A history of the whole Hassad Australia venture was released in 2019 by Lindsay Falvey.

===Zulal Oasis===
Zulal Oasis was formed as a subsidiary of Hassad Food in 2013, as a joint venture with Oasis Agrotechnology, S.L, a Spanish company that is a consortium of four Spanish companies in Almería, Spain. Oasis and its constituent companies have more than 30,000 hectares under cultivation in Almería. Oasis was responsible for adapting the proprietary hydroponic technology of one of its members for use in the unique environmental conditions in the Gulf, i.e., very high summer temperatures together with high humidity. Zulal Oasis has achieved year round production of vegetables, which is unique in Qatar, by developing a dry air cooling system that uses no water, unlike commonly used evaporative cooling systems. As much as 87% of Zulal Oasis vegetable produce is classified in the top band of EU grading standards, and less than 1% of vegetable produce is rejected. Agricultural yield per unit of water used is highest using Zulal Oasis technology, compared to both other greenhouse technologies and open field cultivation.
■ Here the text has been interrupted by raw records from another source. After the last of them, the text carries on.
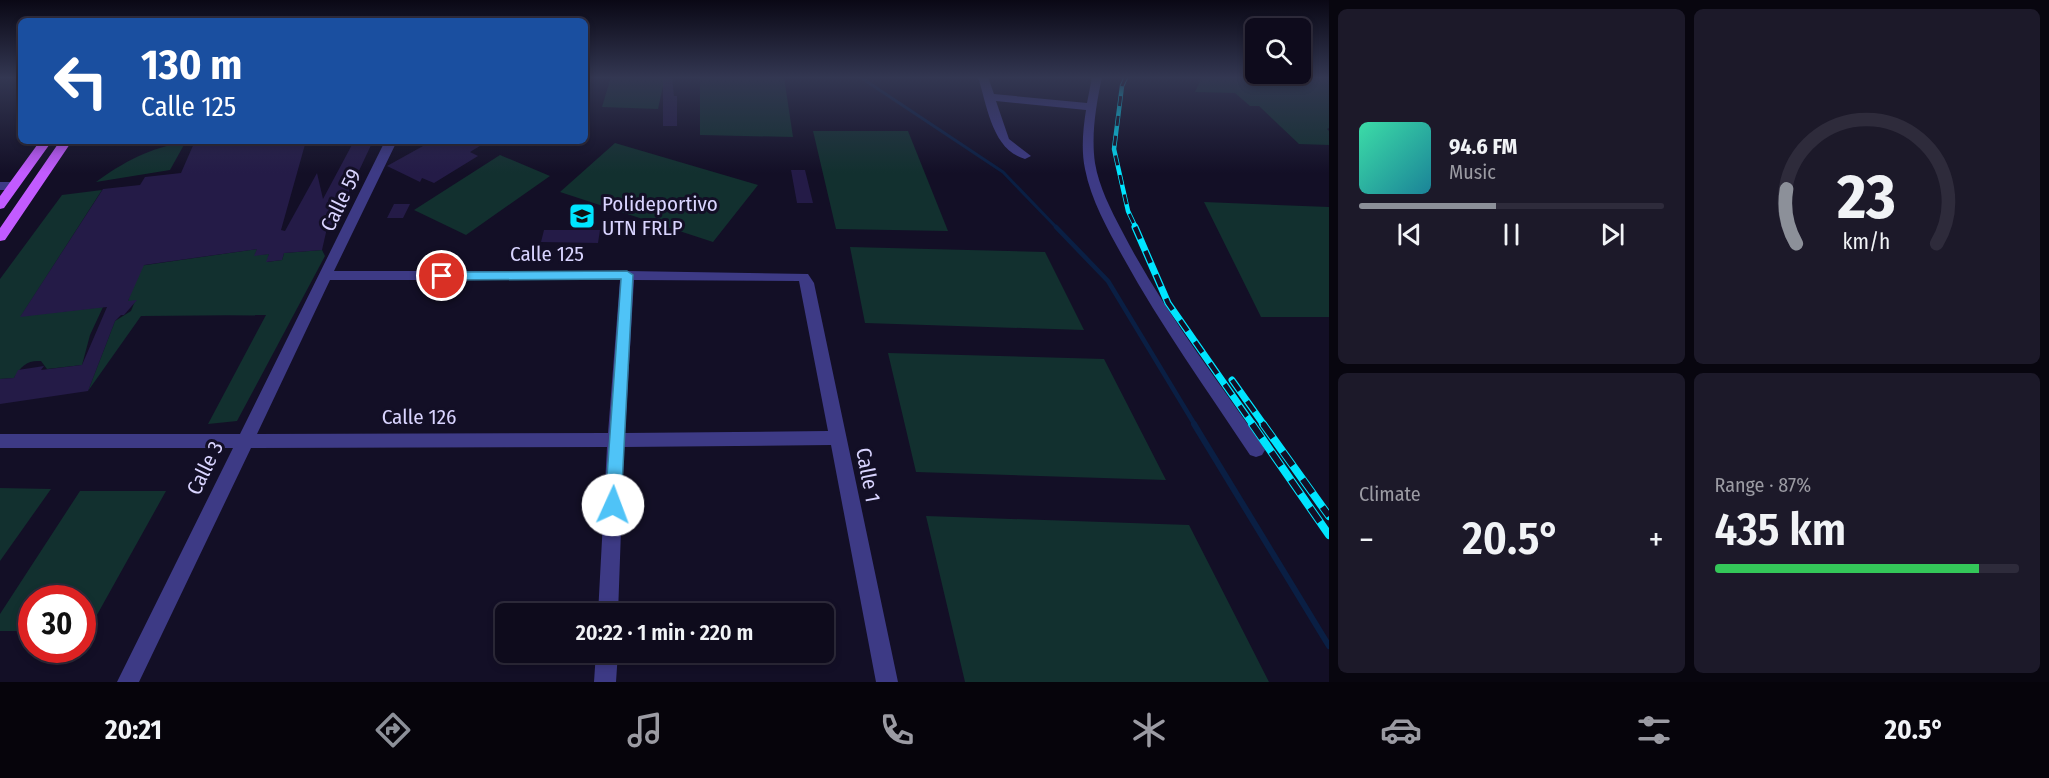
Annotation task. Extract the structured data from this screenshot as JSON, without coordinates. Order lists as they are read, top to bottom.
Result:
{
  "streets": {
    "street": [
      "Calle 59",
      "Calle 125",
      "Calle 126",
      "Calle 3",
      "Calle 1"
    ]
  },
  "crossings": [
    ["Calle 59", "Calle 125"],
    ["Calle 59", "Calle 3"],
    ["Calle 125", "Calle 3"],
    ["Calle 125", "Calle 1"],
    ["Calle 126", "Calle 3"],
    ["Calle 126", "Calle 1"]
  ],
  "places": {
    "school or university": ["Polideportivo UTN FRLP"]
  },
  "page": {
    "turn": ["130 m", "Calle 125"],
    "song": ["94.6 FM", "Music"],
    "tile": [
      "Climate",
      ["Range · 87%", "435 km"]
    ],
    "heat": ["−", "20.5°", "+"],
    "limit": "30",
    "trip": "20:22 · 1 min · 220 m",
    "tabs": ["20:21", "20.5°"],
    "gauge": ["23", "km/h"]
  }
}
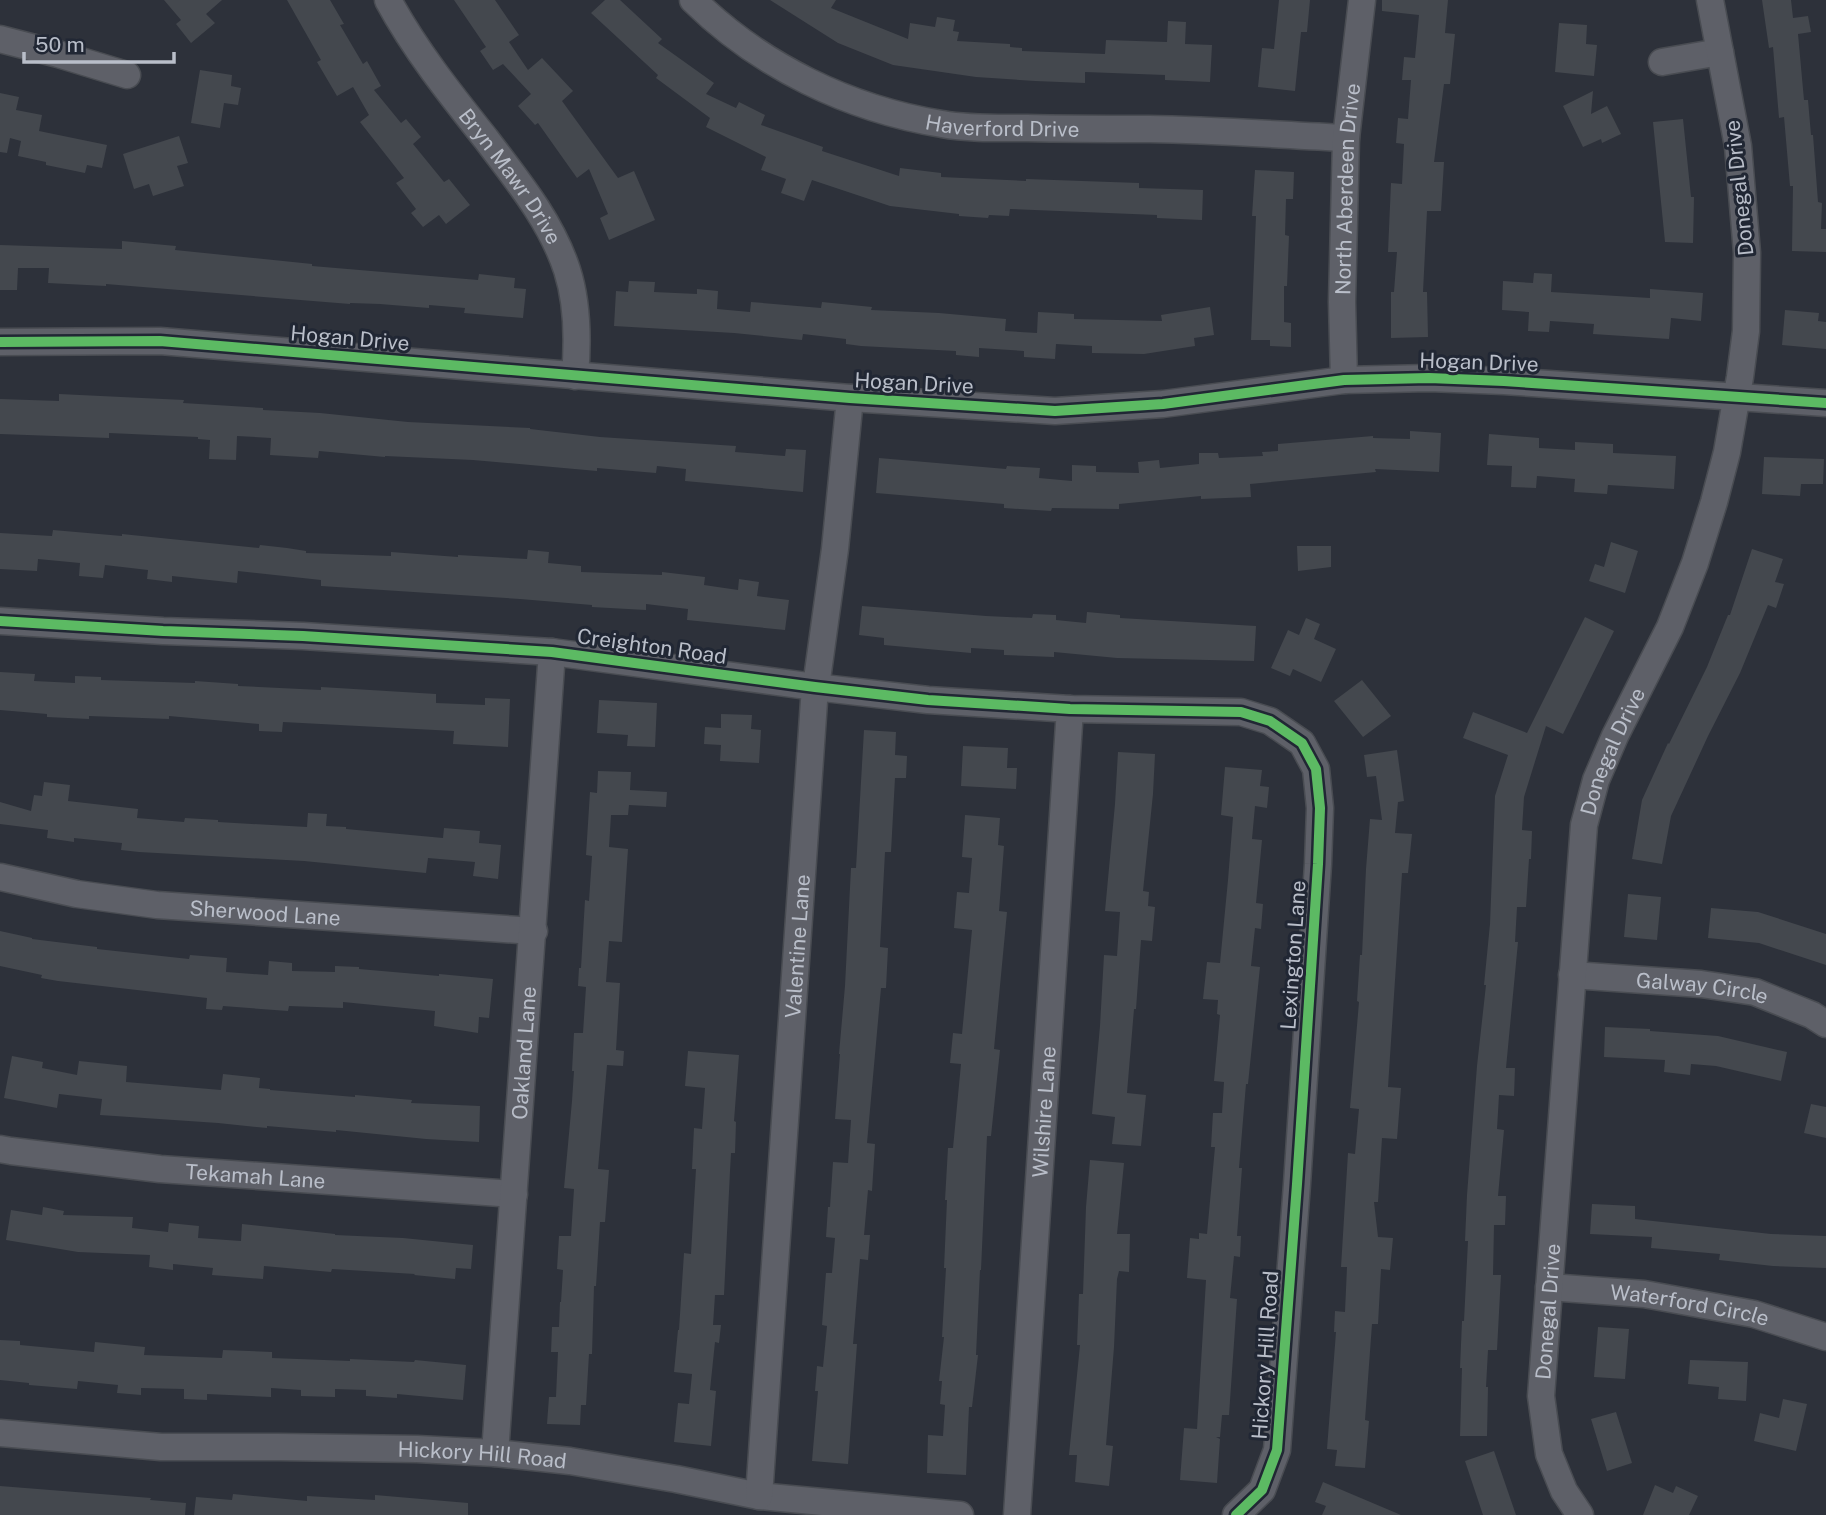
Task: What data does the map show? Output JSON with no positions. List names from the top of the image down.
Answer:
{
  "streets": {
    "street": [
      "Haverford Drive",
      "Bryn Mawr Drive",
      "Donegal Drive",
      "North Aberdeen Drive",
      "Hogan Drive",
      "Creighton Road",
      "Sherwood Lane",
      "Valentine Lane",
      "Lexington Lane",
      "Galway Circle",
      "Oakland Lane",
      "Wilshire Lane",
      "Tekamah Lane",
      "Waterford Circle",
      "Hickory Hill Road"
    ]
  },
  "crossings": [
    ["Haverford Drive", "North Aberdeen Drive"],
    ["Bryn Mawr Drive", "Hogan Drive"],
    ["Donegal Drive", "Hogan Drive"],
    ["Donegal Drive", "Galway Circle"],
    ["Donegal Drive", "Waterford Circle"],
    ["North Aberdeen Drive", "Hogan Drive"],
    ["Hogan Drive", "Valentine Lane"],
    ["Creighton Road", "Valentine Lane"],
    ["Creighton Road", "Lexington Lane"],
    ["Creighton Road", "Oakland Lane"],
    ["Creighton Road", "Wilshire Lane"],
    ["Sherwood Lane", "Oakland Lane"],
    ["Valentine Lane", "Hickory Hill Road"],
    ["Lexington Lane", "Hickory Hill Road"],
    ["Oakland Lane", "Tekamah Lane"],
    ["Oakland Lane", "Hickory Hill Road"]
  ],
  "scale_bar": "50 m"
}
Because an aggregate of 98% of Qatar's fruit and vegetable imports is imported via one road from Saudi Arabia, Zulal Oasis has the primary goal of reaching 50 to 70 percent vegetable self-sufficiency for Qatar. The company's primary facility is a research and development greenhouse in Al-Shahaniya which uses a specially designed dry air cooling system and crop growing system. This system is intended to be more cost-effective while also broadening the scope of viable crop options. Around 200 hectares of land are allocated to the company.